The House Freedom Caucus, to their credit, looked at this deal and said absolutely not. They want to fund the entire department — not just the parts Democrats approve of — through budget reconciliation. That means using the process that only requires a simple majority, bypassing the 60-vote filibuster threshold that gives Democrats veto power over immigration enforcement funding.
House Republicans are back from recess the week of April 13, and that’s when the real fight starts. Public debate, formal votes, and what promises to be the ugliest funding battle since the last ugliest funding battle, which was also about immigration, because that’s apparently the only issue Washington is constitutionally incapable of resolving.
But here’s what drives me crazy about this whole thing. The shutdown has been going on for 55 days. It broke the record set by the 2025 full government shutdown, which lasted 43 days and which the media covered like it was the apocalypse. Remember that? Wall-to-wall coverage. Sad stories about federal workers missing mortgage payments. Interviews with park rangers who couldn’t mow the grass at national monuments. It was treated like a national emergency.

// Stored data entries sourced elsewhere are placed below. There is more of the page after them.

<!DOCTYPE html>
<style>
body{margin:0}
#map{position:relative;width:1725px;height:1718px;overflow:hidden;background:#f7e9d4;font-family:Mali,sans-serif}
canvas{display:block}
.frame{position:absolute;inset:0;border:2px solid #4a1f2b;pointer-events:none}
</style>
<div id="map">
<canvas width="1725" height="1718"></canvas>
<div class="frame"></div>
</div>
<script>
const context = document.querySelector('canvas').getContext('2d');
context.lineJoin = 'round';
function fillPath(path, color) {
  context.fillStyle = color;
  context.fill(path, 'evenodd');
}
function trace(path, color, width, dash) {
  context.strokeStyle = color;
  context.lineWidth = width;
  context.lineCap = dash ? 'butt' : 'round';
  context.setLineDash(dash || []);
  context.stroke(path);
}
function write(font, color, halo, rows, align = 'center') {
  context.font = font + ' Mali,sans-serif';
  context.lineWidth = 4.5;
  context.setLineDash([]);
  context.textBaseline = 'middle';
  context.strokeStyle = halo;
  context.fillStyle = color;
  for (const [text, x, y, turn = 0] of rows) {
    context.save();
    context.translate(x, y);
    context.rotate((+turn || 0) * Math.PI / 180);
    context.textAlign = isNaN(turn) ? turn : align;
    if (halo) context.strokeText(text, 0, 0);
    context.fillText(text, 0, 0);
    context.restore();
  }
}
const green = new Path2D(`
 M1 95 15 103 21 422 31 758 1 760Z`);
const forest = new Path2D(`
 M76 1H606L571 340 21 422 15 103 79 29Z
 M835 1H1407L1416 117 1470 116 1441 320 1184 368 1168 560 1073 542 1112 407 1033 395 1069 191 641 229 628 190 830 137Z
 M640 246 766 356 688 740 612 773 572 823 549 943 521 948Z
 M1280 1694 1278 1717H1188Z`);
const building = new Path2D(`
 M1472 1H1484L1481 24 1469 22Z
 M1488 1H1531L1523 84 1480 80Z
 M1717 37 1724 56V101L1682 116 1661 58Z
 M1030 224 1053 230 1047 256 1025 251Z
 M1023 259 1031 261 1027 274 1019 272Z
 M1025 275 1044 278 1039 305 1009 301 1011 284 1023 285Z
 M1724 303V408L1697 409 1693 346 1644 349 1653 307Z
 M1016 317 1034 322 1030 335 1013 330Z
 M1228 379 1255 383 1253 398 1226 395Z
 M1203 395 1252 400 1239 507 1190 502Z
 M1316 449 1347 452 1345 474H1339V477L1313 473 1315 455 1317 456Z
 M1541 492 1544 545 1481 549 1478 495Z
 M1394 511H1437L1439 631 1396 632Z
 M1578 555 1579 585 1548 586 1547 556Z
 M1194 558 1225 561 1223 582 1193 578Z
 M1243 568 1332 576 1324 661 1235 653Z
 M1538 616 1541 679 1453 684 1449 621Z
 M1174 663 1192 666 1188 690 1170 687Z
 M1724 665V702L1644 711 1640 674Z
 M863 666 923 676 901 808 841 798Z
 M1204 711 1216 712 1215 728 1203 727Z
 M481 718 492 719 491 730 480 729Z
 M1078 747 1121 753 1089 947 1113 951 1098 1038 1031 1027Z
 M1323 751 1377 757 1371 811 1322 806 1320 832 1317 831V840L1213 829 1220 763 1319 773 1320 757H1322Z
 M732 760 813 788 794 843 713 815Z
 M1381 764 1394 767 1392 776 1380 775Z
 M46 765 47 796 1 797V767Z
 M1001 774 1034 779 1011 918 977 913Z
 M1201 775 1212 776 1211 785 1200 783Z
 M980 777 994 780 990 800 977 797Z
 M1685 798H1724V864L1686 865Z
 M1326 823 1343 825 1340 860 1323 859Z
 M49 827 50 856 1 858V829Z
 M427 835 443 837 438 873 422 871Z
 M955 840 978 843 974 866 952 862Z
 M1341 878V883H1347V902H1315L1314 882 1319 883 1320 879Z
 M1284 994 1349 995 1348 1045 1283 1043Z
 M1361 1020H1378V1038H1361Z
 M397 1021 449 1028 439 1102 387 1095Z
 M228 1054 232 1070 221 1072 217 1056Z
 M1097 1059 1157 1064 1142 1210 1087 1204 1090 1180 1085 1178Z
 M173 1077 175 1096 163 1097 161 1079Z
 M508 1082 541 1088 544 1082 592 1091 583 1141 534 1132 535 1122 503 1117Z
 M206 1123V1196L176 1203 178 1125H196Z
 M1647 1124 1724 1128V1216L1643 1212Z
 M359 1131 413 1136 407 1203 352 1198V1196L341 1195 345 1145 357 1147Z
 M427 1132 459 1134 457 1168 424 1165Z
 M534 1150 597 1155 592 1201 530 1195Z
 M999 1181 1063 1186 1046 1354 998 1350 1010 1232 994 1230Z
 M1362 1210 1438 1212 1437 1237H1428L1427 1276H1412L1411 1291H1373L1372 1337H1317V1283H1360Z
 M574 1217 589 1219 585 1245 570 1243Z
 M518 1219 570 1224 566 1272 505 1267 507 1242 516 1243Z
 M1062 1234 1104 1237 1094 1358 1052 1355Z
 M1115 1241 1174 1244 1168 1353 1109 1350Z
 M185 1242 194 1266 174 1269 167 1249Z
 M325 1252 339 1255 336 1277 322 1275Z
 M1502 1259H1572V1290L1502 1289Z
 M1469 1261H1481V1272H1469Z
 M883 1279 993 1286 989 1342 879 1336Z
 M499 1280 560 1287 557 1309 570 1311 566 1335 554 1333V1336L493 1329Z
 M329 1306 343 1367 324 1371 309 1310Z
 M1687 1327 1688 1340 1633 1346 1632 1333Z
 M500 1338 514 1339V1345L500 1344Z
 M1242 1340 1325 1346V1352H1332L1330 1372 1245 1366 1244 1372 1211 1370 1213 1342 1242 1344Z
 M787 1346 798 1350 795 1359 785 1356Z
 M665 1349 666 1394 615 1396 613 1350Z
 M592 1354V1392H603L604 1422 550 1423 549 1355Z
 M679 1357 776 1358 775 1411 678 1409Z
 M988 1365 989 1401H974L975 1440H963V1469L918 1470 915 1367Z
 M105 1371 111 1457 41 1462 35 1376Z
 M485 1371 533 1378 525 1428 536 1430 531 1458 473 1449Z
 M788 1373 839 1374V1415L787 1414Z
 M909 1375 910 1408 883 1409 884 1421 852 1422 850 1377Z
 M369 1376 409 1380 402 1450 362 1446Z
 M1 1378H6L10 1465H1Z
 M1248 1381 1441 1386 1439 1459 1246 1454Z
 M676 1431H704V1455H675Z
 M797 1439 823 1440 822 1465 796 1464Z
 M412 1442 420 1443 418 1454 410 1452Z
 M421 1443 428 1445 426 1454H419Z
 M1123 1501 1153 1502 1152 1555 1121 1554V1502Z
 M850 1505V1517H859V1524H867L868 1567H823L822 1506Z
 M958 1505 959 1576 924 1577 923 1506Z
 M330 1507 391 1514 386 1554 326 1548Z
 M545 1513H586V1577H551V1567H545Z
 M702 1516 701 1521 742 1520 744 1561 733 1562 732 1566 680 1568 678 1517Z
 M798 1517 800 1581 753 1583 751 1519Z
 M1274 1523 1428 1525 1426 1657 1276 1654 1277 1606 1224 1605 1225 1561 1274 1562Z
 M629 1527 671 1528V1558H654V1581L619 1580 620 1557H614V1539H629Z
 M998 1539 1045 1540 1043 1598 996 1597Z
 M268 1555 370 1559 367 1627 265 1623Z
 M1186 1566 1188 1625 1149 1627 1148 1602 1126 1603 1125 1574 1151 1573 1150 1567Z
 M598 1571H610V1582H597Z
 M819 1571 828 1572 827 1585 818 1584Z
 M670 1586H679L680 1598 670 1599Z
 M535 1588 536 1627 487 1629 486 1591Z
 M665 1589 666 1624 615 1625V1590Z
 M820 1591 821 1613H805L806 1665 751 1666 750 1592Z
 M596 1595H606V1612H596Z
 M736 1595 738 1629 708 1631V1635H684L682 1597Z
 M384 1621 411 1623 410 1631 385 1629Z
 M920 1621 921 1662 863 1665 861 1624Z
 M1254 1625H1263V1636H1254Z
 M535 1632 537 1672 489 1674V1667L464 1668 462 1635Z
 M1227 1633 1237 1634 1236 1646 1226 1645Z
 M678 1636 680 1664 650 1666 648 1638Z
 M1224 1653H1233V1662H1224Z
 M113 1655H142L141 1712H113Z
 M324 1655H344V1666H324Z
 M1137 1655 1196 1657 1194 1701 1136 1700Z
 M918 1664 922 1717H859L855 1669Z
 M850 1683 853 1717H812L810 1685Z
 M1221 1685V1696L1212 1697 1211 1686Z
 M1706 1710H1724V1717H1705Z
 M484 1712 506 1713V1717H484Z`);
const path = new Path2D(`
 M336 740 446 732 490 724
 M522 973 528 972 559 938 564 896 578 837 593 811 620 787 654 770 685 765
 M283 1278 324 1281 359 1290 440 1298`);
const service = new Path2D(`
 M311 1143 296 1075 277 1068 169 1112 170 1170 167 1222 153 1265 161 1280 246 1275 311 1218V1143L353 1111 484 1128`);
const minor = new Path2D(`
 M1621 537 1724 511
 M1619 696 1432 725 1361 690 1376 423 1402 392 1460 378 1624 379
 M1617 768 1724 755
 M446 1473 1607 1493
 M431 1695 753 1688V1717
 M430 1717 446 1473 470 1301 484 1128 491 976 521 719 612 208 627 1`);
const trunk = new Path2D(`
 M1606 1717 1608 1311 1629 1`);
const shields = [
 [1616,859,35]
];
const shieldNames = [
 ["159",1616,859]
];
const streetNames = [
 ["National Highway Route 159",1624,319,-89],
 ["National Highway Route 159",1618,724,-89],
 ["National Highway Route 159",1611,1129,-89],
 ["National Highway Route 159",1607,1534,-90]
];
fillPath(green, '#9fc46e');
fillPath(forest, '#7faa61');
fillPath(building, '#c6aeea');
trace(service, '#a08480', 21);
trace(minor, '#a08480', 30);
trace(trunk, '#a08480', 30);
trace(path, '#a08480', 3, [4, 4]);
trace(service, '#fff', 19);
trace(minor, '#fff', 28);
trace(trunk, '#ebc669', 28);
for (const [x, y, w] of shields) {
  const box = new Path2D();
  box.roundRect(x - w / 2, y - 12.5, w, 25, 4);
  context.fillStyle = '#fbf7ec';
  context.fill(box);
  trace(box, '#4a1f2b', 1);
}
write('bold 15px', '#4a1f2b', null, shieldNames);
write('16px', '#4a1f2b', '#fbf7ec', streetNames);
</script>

This shutdown? Crickets. The longest in American history and the media can barely be bothered to mention it between Iran updates and whatever Trump posted on Truth Social this morning. And the reason is obvious: this shutdown makes Democrats look bad. It exists because Democrats would rather let DHS employees go unpaid for two months than fund Border Patrol. That’s not a story the media wants to tell.
The Senate deal is a perfect microcosm of how Washington actually works. Both parties agree on the easy stuff — pay the TSA agents so flights aren’t delayed, fund FEMA so we can respond to disasters, keep the Coast Guard running because nobody wants to be the senator who defunded search and rescue. But the hard stuff? The stuff that actually requires taking a position on the most important policy issue in America? Kick it down the road. Leave it for later. Fund everything except the thing that matters.

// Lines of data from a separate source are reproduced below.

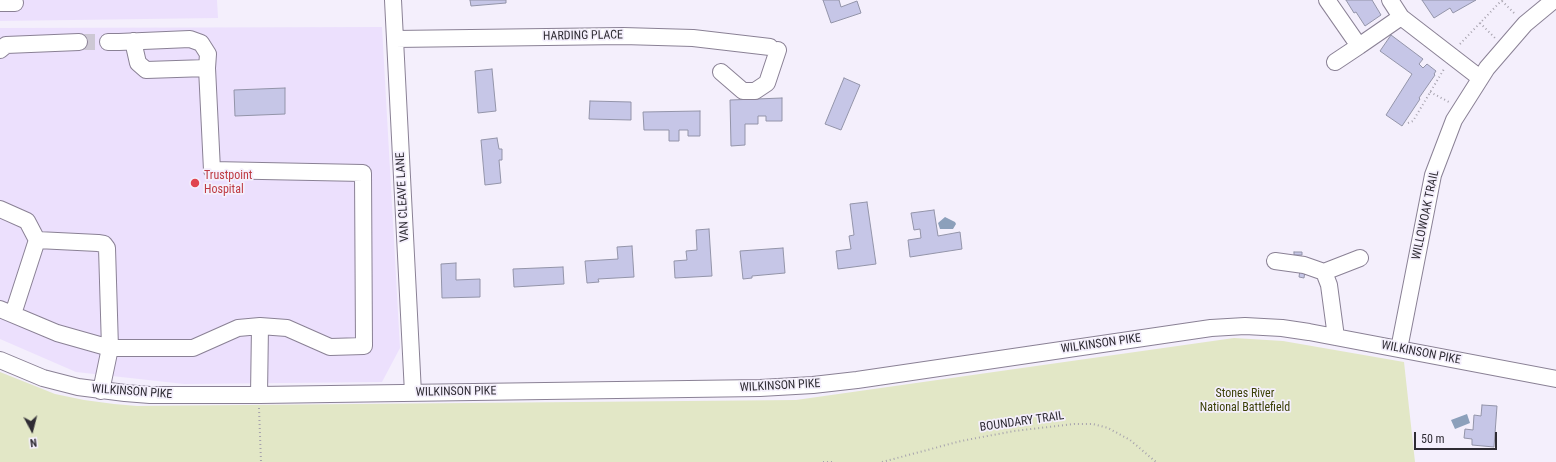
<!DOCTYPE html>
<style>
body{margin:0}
#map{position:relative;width:1556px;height:462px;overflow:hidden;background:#f4effc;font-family:"Roboto Condensed",sans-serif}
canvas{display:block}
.north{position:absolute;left:12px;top:410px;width:40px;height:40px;-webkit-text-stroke:3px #f4effc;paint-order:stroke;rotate:173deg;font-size:11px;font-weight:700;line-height:16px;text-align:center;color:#2f2c34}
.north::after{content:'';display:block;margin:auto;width:14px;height:18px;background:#2f2c34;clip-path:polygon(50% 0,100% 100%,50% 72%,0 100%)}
.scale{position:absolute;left:1414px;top:432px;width:83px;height:18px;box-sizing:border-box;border:2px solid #2f2c34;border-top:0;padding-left:5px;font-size:12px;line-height:14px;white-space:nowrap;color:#2f2c34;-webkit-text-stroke:3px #f4effc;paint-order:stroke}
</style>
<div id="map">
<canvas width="1556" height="462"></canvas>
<div class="north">N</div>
<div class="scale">50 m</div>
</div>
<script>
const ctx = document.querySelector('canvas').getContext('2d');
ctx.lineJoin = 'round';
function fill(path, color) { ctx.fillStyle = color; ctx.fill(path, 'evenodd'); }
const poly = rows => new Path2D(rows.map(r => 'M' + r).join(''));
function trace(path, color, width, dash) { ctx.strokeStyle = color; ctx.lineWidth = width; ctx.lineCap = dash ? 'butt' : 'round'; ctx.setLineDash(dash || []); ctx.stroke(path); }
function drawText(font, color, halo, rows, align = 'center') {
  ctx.font = font + ' "Roboto Condensed",sans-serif'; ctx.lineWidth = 3.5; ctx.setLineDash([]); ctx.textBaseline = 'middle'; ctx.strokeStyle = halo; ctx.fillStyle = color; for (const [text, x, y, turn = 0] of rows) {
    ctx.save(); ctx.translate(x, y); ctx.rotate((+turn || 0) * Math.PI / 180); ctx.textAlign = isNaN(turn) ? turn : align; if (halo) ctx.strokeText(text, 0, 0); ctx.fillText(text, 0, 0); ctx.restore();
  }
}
const built = poly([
 [0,0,217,0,218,18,0,21],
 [382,27,400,348,382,382,184,384,76,372,0,339,0,28]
]);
const green = poly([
 [1234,338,1283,341,1404,362,1415,462,0,462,0,372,55,394,84,400,114,404,137,406,796,400]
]);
const water = poly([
 [945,217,955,222,956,224,953,229,940,229,938,223],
 [1467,414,1470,423,1455,429,1451,420]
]);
const building = poly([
 [470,0,506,0,506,3,471,6,470,0],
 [823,0,839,0,841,7,857,1,861,13,831,23,823,0],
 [1346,0,1372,0,1381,15,1365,26,1356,12,1354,13,1346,0],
 [1422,0,1476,0,1453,13,1450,8,1434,18,1422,0],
 [1391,35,1423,59,1419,64,1423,68,1427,64,1436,71,1434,74,1435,75,1419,98,1420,99,1402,126,1386,115,1412,74,1380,51,1391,35],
 [492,69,496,111,478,113,475,71,492,69],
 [844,78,860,85,841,130,825,124,844,78],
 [285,88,285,114,235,116,234,90,285,88],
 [782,98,782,121,766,121,766,116,758,116,758,124,745,124,745,145,731,146,730,100,782,98],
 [590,101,631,102,631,120,589,119,590,101],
 [700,111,700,136,688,136,688,130,679,130,679,141,669,141,669,130,644,130,643,112,700,111],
 [497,138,499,149,502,149,502,160,499,160,501,183,485,185,481,140,497,138],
 [867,202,876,264,838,269,836,251,851,249,849,236,854,235,850,204,867,202],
 [934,210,938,236,960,232,962,249,910,257,908,240,921,238,920,229,914,230,911,213,934,210],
 [709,229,712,276,675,278,674,261,687,260,686,251,697,250,696,230,709,229],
 [632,246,634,277,598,279,599,282,587,283,585,261,618,259,617,247,632,246],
 [783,248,785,273,752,276,752,278,743,279,740,251,783,248],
 [1294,252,1302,252,1302,255,1294,255,1294,252],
 [456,263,456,280,480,279,480,297,442,298,441,264,456,263],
 [563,267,564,284,514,287,513,269,563,267],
 [1300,270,1305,271,1304,278,1299,277,1300,270],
 [1482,405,1497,406,1494,447,1472,445,1472,439,1464,438,1465,429,1473,430,1474,415,1481,416,1482,405]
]);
const minorTunnel = poly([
 [79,42,108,42]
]);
const path = poly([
 [1502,1,1516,15],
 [1480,23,1495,38],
 [1460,44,1502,0],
 [1430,92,1449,102],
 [1408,123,1413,121,1444,69],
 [259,408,261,462],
 [823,462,834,462],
 [882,462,961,441,1014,431,1074,424,1093,424,1108,428,1130,440,1156,462]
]);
const minor = poly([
 [393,0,413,393],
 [1327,0,1359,46,1401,17],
 [1390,0,1401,17,1480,78],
 [0,3,15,3],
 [395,39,623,36,693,38,770,47],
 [108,42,119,42,190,39,201,43,208,54,207,68,146,70,138,63,133,41],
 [0,50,6,45,79,42],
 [1335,62,1359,46],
 [207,68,212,170,363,173,364,346,330,347,287,328,260,326],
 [721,72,743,91,755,91,767,83,778,50],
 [0,209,27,221,37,240,98,243,104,244,107,248,110,348,57,333,0,309],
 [1275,261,1304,265,1324,272,1329,285,1336,337],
 [1324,272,1360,258],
 [13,314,37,240],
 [1399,349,1433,175,1454,120,1487,68,1525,24,1554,0],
 [0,360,43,378,78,387,125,393,150,395,259,395,760,388,813,385,857,380,1211,328,1245,326,1282,328,1309,332,1556,379],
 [101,391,110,348,193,348,238,328,260,326,259,395]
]);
const markers = [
 [195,183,5,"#e0444e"]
];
const streetNames = [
 ["HARDING PLACE",583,36,-1],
 ["VAN CLEAVE LANE",403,197,-93],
 ["WILLOWOAK TRAIL",1426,215,-78],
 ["WILKINSON PIKE",1101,344,-8],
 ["WILKINSON PIKE",1421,353,11],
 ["WILKINSON PIKE",780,386,-3],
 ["WILKINSON PIKE",132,392,4],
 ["WILKINSON PIKE",456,392,-1],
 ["BOUNDARY TRAIL",1022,422,-8]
];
const healthNames = [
 ["Trustpoint",204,176],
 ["Hospital",204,190]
];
const parkNames = [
 ["Stones River",1245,394],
 ["National Battlefield",1245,408]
];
fill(built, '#ece0fd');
fill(green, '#e2e7c6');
fill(water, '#8ca0bb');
fill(building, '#c6c6e7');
trace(building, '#9394a9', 1);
trace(minorTunnel, '#cdc8d4', 16, [16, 8]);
trace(minor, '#8a8195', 18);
trace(path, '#a6a2ad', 2, [1, 3]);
trace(minor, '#fff', 16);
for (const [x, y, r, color] of markers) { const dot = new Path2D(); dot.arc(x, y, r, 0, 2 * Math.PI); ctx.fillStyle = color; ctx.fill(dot); trace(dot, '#f4effc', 1.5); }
drawText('12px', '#2f2c34', '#f4effc', streetNames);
drawText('12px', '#be3a42', '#f4effc', healthNames, 'left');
drawText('12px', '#3b4006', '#f4effc', parkNames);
</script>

ICE and CBP employees are still in limbo. The agents who process asylum claims, the officers who patrol the border, the investigators who track down human traffickers — they’re all waiting to find out if Congress thinks their jobs are worth funding. And based on the Senate’s vote, at least half of Washington thinks the answer is no.
The Freedom Caucus is right to hold the line. Fund all of DHS or fund none of it. You don’t get to pick and choose which laws you want enforced by selectively funding the agencies you like. That’s not governing. That’s sabotage with a spreadsheet.
Day 55. The longest shutdown in American history. And the only people who seem to care are the ones who aren’t getting paid.